*** Opening of SUPPLIED RECORDS ***

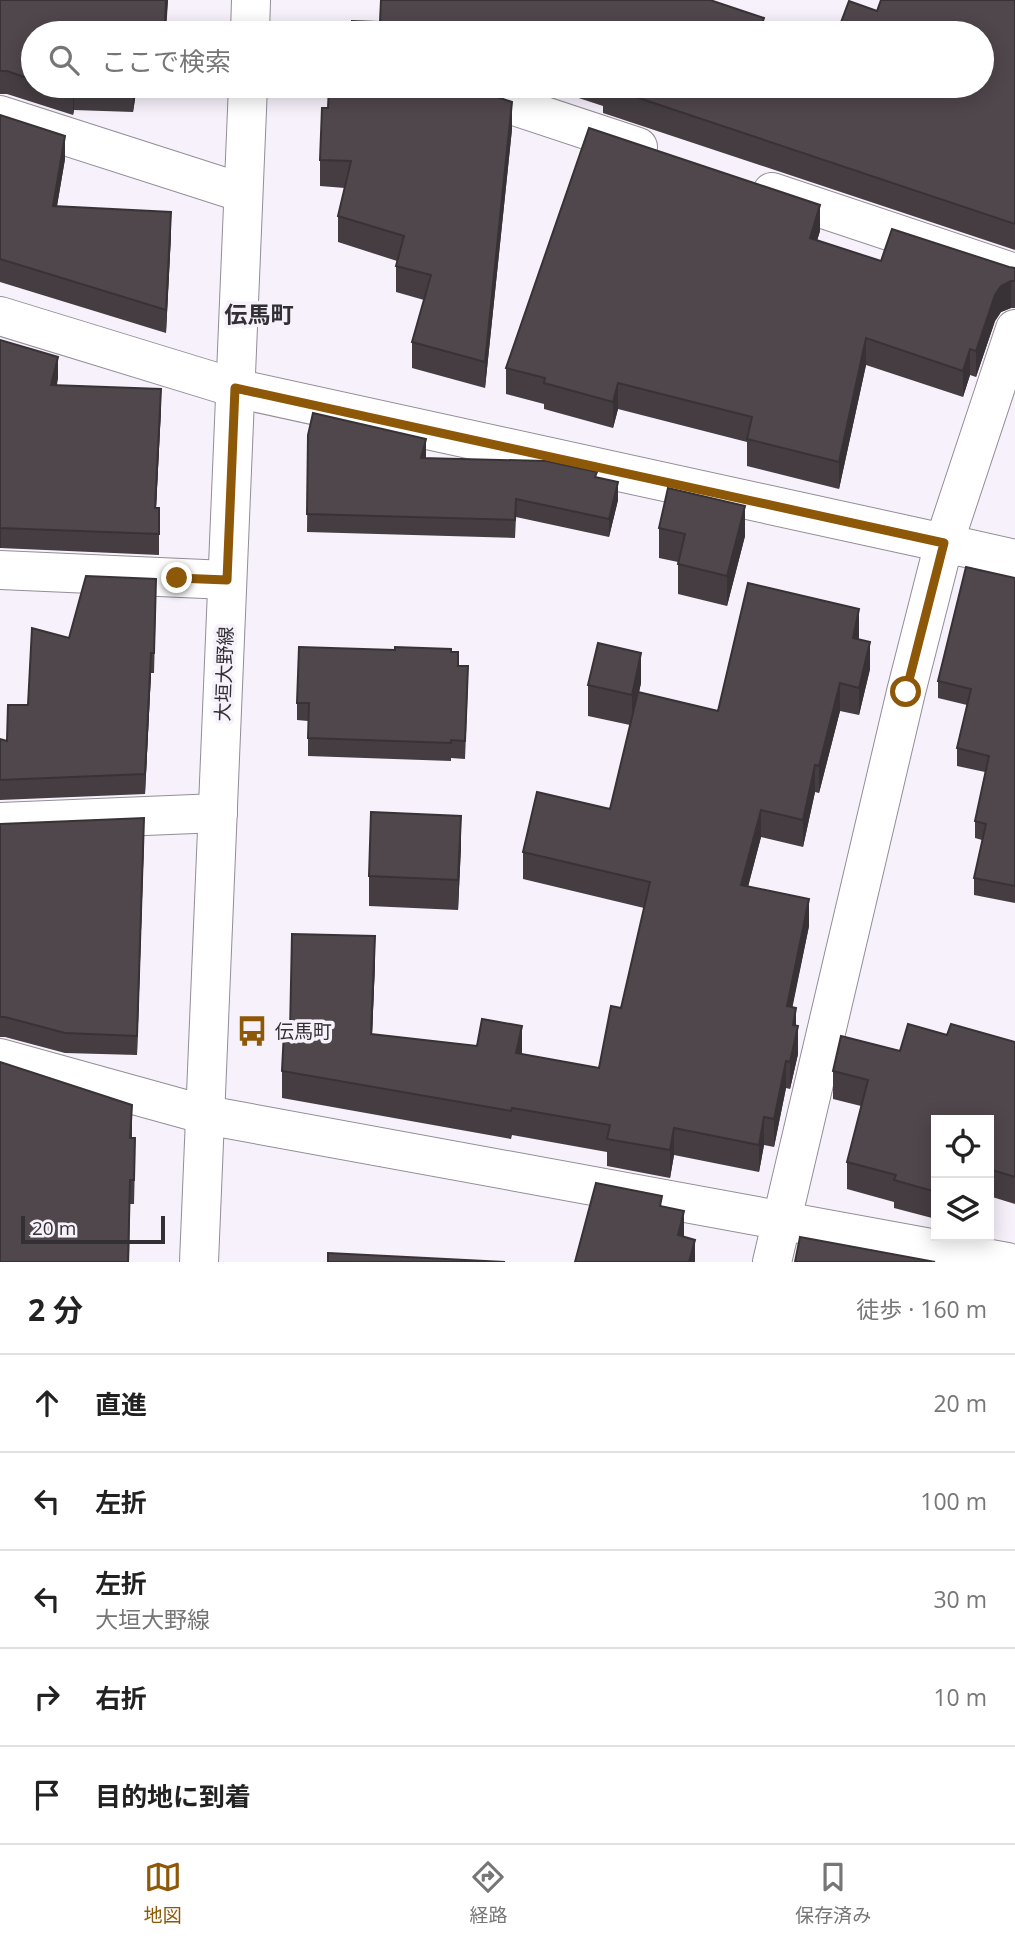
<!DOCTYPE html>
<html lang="ja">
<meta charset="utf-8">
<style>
:root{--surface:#fff;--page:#f6f6f6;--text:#222;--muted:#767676;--line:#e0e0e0;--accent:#8d5808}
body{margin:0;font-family:"Open Sans","Noto Sans JP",sans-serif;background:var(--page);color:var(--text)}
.controls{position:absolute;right:21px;bottom:21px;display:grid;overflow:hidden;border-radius:0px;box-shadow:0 4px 18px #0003}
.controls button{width:63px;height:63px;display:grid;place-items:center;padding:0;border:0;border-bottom:2px solid var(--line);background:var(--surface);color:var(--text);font:35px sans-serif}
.scale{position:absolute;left:21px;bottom:18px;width:144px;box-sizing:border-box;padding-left:7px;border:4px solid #323034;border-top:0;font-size:19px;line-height:24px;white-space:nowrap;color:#323034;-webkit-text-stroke:5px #f7f1fb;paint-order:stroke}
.stop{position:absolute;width:21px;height:21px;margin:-16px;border:5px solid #8d5808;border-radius:50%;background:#fff}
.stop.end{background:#8d5808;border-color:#fff;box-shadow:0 2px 7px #0008}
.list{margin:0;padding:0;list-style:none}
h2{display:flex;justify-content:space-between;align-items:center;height:91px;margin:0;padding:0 28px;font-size:30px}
h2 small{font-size:23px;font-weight:400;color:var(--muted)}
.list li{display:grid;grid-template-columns:46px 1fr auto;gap:21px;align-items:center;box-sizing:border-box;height:98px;padding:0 28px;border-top:2px solid var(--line)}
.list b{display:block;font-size:26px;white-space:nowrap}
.list p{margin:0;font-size:23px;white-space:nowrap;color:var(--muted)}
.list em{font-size:23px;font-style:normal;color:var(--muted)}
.icon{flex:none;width:38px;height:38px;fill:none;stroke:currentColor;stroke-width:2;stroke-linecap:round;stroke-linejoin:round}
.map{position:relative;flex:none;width:1015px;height:1262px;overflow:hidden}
.search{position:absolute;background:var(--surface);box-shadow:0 4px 18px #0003;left:21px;right:21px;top:21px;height:77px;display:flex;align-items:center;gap:18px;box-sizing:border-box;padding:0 24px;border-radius:38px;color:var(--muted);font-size:26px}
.sheet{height:581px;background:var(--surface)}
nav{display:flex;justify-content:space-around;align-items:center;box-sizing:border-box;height:98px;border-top:2px solid var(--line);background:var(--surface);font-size:19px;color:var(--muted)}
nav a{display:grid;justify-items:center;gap:4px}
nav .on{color:var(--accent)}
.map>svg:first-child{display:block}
</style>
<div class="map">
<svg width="1015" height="1262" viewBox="0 0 1015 1262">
<rect width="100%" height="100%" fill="#f7f1fb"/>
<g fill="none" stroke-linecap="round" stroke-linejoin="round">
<defs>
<g id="minor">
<path d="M454 86 638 147"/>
<path d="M0 115 243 193"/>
<path d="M772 192 1015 273"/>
<path d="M0 316 235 388 944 543"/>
<path d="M0 570 227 580"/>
<path d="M0 822 218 813"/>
<path d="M0 1058 206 1115 1007 1262"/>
<path d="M772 1262 906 692 944 543 1015 329"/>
</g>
<path id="tertiary" d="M944 543 1015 559"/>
<g id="secondary">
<path d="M250 33 251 0"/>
<path d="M199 1262 248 86"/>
</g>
</defs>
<use href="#minor" stroke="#938d97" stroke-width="40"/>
<use href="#tertiary" stroke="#938d97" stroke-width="40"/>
<use href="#secondary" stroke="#938d97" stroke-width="40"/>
<use href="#minor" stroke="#fff" stroke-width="38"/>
<use href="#tertiary" stroke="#fff" stroke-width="38"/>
<use href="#secondary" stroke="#fff" stroke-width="38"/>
</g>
<g fill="#453d42">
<path d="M0 0H168L166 33H33V86H137L133 112 74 110 73 115 7 94H0Z"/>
<path d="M1015 0V250L603 113V106L542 86H982L877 11Z"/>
<path d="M328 108 512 129 485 388 412 368V342L424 300 396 292V266L397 261 338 242V216L345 188 320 186V160Z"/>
<path d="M0 115 65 159 57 206 171 235 166 333 0 282Z"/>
<path d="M820 231 817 240 881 261 1015 268V308H1011L1001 312 995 321 976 377 970 375 963 397 866 365 839 489 747 466V442L618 409 613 428 544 409V404L506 394V368Z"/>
<path d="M0 340 58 378 57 385 161 409 156 508H159V555L0 548Z"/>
<path d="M308 435 426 457V458L597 477 618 500 609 537 516 517 515 538 307 532Z"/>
<path d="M659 528 745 536 727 606 678 594V562L659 558Z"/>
<path d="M1015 578V903L974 895V878L982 840 975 838V821L985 772 957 766V748L967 705 938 698V681Z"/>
<path d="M156 599 154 673H151L145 794 0 800V739L7 741 69 638Z"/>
<path d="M859 637 858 639 870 669 859 715 840 711 819 793 815 792 803 847 761 837 748 887 809 926 792 1007 796 1026 798 1054 790 1089 786 1088 774 1147 764 1145 759 1172 674 1155 670 1178 607 1166V1152L512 1135 511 1139 282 1098V1071L290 1032 375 963 372 1034 521 1054 599 1068 621 1008 644 908 523 879V852L610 809 630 725 588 716V685L641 683 639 692 718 711Z"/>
<path d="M451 652 468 684 465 759 451 758V761L308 756V721L297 720V703Z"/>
<path d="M0 824 144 838 137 1055 65 1053 5 1037H0Z"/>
<path d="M461 846 458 910 369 906V876Z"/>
<path d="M947 1035 1015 1042V1204L989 1196V1120H936V1219L894 1208V1202L847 1189V1162L861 1106 833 1099V1071Z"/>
<path d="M132 1129V1138L135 1162 134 1204H130L129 1262H0Z"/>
</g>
<g fill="#383236">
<path d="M166 0H168L165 33V24Z"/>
<path d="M764 18V33H759Z"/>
<path d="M133 86H137L133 112Z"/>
<path d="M74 87V110L73 115V92Z"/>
<path d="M512 102V129L485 388V362Z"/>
<path d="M65 136V159L53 229V206Z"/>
<path d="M820 205V231L810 264V238Z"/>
<path d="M171 212V235L166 333V310Z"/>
<path d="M1011 281V308L1001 312 995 321 976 377V351L995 295 1001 286Z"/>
<path d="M866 338V365L839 489V462Z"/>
<path d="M970 349V375L963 397V371Z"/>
<path d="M58 357V378L51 406V385Z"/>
<path d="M618 383V409L613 428V402Z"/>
<path d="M161 389V409L155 529V508Z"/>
<path d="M426 439V457L421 476V458Z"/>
<path d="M618 482V500L609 537V519Z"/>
<path d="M745 506V536L727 606V576Z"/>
<rect x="0" y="528" width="1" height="20"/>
<path d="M859 609V637L853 665V638Z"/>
<path d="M870 642V669L859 715V688Z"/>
<path d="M151 653V673L145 794V774Z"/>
<path d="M641 653V683L632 725V695Z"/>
<path d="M840 683V711L819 793V766Z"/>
<path d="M815 765V792L803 847V820Z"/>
<path d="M761 810V837L741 913V885Z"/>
<path d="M461 816V846L458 910V880Z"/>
<path d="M144 818V838L137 1055V1036Z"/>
<path d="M809 899V926L787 1034V1006Z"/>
<path d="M375 936V963L371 1062V1034Z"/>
<path d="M796 1008V1036L798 1026V1054L790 1089V1062L793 1025Z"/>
<path d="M522 1026V1053L516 1081V1053Z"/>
<path d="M786 1061V1088L774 1147V1119Z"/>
<path d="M132 1105V1129L130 1162V1138Z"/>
<path d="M764 1117V1145L759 1172V1145Z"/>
<path d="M674 1128V1155L670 1178V1150Z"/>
<path d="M684 1211V1236L678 1261V1235Z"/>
<path d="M695 1240V1262H689Z"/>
</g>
<g fill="#50474d" stroke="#383236" stroke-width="2">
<path d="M0 0H166L165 24 144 23 143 33H33V80L7 71H0Z"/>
<path d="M381 0H710L764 18 759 33H352V21L380 22Z"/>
<path d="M881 0H1015V224L603 86H982V33H837L849 1 877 11Z"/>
<path d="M52 86H133V89L74 87 73 92Z"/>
<path d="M329 86H464L512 102 485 362 412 342 431 275 396 266 404 236 338 216 351 161 320 160 322 108H328Z"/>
<path d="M0 115 65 136 53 206 171 212 166 310 0 259Z"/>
<path d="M589 128 820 205 810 238 881 261 892 229 1009 267 1015 268V281H1011L1001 286 995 295 976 351 970 349 963 371 866 338 839 462 747 439 752 417 618 383 613 402 544 383 545 378 506 368Z"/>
<path d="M0 340 58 357 51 385 161 389 155 508H159V534L0 528Z"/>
<path d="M313 413 426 439 421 458 546 461 597 472 595 477 618 482 609 519 516 499 515 520 307 514 308 435Z"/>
<path d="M668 488 745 506 727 576 678 564 685 534 659 528Z"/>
<path d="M966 567 1015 578V886L974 878 986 824 975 821 989 756 957 748 971 689 938 681Z"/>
<path d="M86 576 156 579 154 653H151L145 774 0 780V739L7 741 8 705H28L32 628 69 638Z"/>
<path d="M748 583 859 609 853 638 870 642 859 688 840 683 819 766 815 765 803 820 761 810 741 885 809 899 787 1006 796 1008 793 1025 798 1026 790 1062 786 1061 774 1119 764 1117 759 1145 674 1128 670 1150 607 1139 610 1125 512 1108 511 1111 282 1071 284 1031 290 1032 292 934 375 936 371 1034 477 1046 482 1019 522 1026 516 1053 599 1068 611 1006 621 1008 650 882 523 852 537 792 610 809 638 692 718 711Z"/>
<path d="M598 643 641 653 632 695 588 685Z"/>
<path d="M299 647 395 650V647L451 649V652H458V666H468L465 741 451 740V743L308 738 309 703H297Z"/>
<path d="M371 812 461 816 458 880 369 876Z"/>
<path d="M144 818 137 1036 65 1033 5 1017H0V824Z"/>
<path d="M908 1024 947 1035 951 1024 1015 1042V1177L989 1169V1120H936V1192L894 1180 896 1175 847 1162 868 1080 833 1071 841 1036 900 1051Z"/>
<path d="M0 1062 132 1105 130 1138H135L134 1180H130L128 1262H0Z"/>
<path d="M596 1183 662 1196 660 1206 684 1211 678 1235 695 1240 689 1262H575Z"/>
<path d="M800 1237 935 1262H795Z"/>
<path d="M328 1253 505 1262H328Z"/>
</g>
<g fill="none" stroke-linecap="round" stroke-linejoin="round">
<path stroke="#8d5808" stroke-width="9" d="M177 578 227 580 235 388 944 543 906 692"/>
</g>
<defs>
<symbol id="bus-bare" viewBox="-9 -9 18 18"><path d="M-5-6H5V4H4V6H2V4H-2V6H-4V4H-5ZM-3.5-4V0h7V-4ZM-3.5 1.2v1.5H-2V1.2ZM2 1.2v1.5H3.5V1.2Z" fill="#8d5808" stroke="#f7f1fb" stroke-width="2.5" paint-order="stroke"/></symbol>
</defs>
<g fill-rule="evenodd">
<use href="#bus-bare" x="230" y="1009" width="44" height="44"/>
</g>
<g text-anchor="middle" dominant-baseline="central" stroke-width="7" stroke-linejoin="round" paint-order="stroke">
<g font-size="19" fill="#323034" stroke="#f7f1fb">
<text transform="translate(224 674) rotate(-88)">大垣大野線</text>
</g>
<g font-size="19" fill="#323034" stroke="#f7f1fb" text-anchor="start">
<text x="275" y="1031">伝馬町</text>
</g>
<g font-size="23" font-weight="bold" fill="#323034" stroke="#f7f1fb">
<text x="259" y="314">伝馬町</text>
</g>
</g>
</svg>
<div class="controls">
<button><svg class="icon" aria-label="locate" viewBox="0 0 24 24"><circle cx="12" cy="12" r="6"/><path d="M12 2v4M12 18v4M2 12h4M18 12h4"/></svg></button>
<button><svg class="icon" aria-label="layers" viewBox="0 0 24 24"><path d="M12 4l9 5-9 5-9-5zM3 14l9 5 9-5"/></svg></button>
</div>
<div class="scale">20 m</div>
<div class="stop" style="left:906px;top:692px"></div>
<div class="stop end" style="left:177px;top:578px"></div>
<div class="search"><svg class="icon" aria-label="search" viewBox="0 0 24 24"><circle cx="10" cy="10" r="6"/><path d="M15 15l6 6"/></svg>ここで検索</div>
</div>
<section class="sheet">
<h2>2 分<small>徒歩 · 160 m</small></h2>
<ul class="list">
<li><svg class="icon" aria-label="ahead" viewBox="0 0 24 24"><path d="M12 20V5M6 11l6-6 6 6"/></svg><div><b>直進</b></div><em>20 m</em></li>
<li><svg class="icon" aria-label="left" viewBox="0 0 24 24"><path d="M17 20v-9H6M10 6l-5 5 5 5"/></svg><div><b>左折</b></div><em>100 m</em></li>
<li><svg class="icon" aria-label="left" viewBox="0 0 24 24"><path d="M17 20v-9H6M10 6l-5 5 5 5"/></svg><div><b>左折</b><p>大垣大野線</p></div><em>30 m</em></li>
<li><svg class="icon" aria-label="right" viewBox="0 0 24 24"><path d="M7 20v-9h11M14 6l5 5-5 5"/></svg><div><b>右折</b></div><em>10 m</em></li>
<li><svg class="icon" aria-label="arrive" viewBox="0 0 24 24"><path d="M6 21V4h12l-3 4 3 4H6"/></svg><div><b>目的地に到着</b></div></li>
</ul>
</section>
<nav>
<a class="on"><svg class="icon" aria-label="map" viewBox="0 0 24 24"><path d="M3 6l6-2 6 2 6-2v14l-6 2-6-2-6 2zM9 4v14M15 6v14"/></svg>地図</a>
<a><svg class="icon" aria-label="directions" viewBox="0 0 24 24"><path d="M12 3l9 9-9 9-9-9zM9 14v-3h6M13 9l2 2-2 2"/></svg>経路</a>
<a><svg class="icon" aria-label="saved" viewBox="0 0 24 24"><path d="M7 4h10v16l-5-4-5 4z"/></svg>保存済み</a>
</nav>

*** Close of SUPPLIED RECORDS ***

● WHAT TO PRODUCE
For the word "controls", say how many lines of the data include it, with nothing else in the reply.

● OUTPUT
3